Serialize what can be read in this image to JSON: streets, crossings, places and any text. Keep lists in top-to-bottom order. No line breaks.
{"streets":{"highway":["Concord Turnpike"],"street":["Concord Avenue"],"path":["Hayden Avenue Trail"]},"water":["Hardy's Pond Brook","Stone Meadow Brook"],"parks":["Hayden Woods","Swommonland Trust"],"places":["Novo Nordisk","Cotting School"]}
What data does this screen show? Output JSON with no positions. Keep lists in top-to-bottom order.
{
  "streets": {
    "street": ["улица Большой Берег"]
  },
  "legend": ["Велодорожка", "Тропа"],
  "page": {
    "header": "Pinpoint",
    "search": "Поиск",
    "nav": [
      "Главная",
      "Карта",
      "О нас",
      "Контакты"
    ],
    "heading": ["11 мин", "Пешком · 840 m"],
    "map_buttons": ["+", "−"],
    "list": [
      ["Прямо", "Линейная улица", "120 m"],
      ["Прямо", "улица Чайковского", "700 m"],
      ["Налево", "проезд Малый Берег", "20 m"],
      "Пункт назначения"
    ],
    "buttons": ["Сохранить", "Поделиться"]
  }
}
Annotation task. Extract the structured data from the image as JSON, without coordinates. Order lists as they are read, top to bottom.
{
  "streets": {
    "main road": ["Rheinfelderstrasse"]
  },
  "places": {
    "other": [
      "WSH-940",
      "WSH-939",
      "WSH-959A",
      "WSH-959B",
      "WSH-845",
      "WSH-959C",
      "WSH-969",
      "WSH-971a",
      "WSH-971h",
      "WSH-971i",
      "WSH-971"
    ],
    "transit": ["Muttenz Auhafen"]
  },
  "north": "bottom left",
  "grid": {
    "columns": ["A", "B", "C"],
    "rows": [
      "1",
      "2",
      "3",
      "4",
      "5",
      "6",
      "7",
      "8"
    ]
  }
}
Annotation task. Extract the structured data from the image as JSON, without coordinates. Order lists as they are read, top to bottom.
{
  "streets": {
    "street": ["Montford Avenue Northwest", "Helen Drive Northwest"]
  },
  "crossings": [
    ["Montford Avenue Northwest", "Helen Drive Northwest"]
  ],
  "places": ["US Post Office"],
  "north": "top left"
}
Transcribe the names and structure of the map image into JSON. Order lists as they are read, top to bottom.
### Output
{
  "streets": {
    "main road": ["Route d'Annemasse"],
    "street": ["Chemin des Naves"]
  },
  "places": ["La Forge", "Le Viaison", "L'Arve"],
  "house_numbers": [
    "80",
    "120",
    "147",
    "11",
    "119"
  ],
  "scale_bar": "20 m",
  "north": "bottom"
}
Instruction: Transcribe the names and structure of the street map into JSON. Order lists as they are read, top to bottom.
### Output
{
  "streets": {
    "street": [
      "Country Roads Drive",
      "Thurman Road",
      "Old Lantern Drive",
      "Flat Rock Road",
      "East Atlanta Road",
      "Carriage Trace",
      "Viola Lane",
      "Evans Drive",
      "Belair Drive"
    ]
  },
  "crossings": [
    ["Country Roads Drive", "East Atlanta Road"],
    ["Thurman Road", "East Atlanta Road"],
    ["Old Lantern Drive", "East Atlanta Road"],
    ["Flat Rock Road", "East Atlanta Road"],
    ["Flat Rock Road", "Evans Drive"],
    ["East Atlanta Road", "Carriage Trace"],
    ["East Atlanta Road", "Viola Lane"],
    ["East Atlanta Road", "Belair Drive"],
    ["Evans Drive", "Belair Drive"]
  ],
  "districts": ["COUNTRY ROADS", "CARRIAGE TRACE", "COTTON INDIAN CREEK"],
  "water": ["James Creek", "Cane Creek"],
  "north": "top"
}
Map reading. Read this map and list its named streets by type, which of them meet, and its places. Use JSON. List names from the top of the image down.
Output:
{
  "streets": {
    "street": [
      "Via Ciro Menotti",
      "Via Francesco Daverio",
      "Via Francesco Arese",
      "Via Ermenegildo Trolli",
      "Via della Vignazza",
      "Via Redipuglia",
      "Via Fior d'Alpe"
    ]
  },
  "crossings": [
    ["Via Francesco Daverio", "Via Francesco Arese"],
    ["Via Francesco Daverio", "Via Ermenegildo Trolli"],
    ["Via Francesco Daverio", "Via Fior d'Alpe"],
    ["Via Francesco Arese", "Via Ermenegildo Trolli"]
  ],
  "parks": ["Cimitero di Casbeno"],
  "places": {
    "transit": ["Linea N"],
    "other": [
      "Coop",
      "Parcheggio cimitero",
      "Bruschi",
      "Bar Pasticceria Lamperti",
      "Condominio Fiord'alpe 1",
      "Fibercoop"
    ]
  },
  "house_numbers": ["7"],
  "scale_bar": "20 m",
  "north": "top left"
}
——
PROBLEM STATEMENT: From the records above, extract exactly and only the lines that begin at the line with "Transcribe the names and structure of the map" and stop after the line with "Instruction: Transcribe the".

REPLY:
Transcribe the names and structure of the map image into JSON. Order lists as they are read, top to bottom.
### Output
{
  "streets": {
    "main road": ["Route d'Annemasse"],
    "street": ["Chemin des Naves"]
  },
  "places": ["La Forge", "Le Viaison", "L'Arve"],
  "house_numbers": [
    "80",
    "120",
    "147",
    "11",
    "119"
  ],
  "scale_bar": "20 m",
  "north": "bottom"
}
Instruction: Transcribe the names and structure of the street map into JSON. Order lists as they are read, top to bottom.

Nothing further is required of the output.